■ **Task directions**: When the word "Drive" shows up in a line of the records below, copy that line.
※ ※ ※
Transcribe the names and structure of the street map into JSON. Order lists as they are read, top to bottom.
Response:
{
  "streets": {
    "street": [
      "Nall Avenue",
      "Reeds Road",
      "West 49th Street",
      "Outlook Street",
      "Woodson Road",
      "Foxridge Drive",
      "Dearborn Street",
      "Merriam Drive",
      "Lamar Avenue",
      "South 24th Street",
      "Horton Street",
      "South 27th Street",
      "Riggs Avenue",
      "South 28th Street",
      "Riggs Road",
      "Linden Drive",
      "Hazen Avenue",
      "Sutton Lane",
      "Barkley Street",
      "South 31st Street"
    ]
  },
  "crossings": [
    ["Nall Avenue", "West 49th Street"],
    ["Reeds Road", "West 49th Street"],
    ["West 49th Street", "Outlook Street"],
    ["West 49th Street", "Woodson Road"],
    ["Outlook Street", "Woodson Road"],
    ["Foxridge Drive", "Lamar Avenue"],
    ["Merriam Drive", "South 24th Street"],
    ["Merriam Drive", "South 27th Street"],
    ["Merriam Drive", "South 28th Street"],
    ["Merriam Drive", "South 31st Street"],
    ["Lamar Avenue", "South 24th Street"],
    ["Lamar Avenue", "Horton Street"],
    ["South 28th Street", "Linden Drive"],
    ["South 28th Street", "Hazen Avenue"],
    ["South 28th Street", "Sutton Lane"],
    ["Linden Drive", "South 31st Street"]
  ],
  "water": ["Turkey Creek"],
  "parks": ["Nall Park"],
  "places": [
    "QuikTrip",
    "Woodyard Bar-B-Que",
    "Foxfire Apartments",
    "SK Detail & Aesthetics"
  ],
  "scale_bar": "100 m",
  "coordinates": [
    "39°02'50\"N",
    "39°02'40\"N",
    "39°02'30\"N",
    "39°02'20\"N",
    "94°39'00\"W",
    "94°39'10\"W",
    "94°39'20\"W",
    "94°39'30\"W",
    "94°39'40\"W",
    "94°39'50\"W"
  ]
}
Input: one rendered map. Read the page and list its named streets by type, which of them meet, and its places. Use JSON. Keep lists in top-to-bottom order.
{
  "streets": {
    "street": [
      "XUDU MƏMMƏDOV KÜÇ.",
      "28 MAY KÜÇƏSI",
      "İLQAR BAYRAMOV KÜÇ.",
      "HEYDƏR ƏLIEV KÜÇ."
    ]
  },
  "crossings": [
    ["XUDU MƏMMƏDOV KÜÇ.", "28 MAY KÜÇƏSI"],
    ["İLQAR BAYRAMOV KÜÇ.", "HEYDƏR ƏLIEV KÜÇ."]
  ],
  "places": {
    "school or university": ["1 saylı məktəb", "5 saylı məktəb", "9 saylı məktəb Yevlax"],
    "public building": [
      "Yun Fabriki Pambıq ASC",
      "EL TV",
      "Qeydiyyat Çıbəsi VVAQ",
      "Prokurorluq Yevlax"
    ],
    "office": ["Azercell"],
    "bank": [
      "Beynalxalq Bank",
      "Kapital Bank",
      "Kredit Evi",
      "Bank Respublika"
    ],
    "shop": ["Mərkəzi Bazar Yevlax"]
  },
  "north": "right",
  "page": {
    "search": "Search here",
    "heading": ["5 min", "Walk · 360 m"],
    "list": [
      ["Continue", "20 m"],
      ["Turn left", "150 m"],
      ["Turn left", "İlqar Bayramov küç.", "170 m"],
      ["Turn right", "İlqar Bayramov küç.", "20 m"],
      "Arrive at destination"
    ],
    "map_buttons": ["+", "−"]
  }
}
※ ※ ※
■ **Task answer**:
      "Foxridge Drive",
      "Merriam Drive",
      "Linden Drive",
    ["Foxridge Drive", "Lamar Avenue"],
    ["Merriam Drive", "South 24th Street"],
    ["Merriam Drive", "South 27th Street"],
    ["Merriam Drive", "South 28th Street"],
    ["Merriam Drive", "South 31st Street"],
    ["South 28th Street", "Linden Drive"],
    ["Linden Drive", "South 31st Street"]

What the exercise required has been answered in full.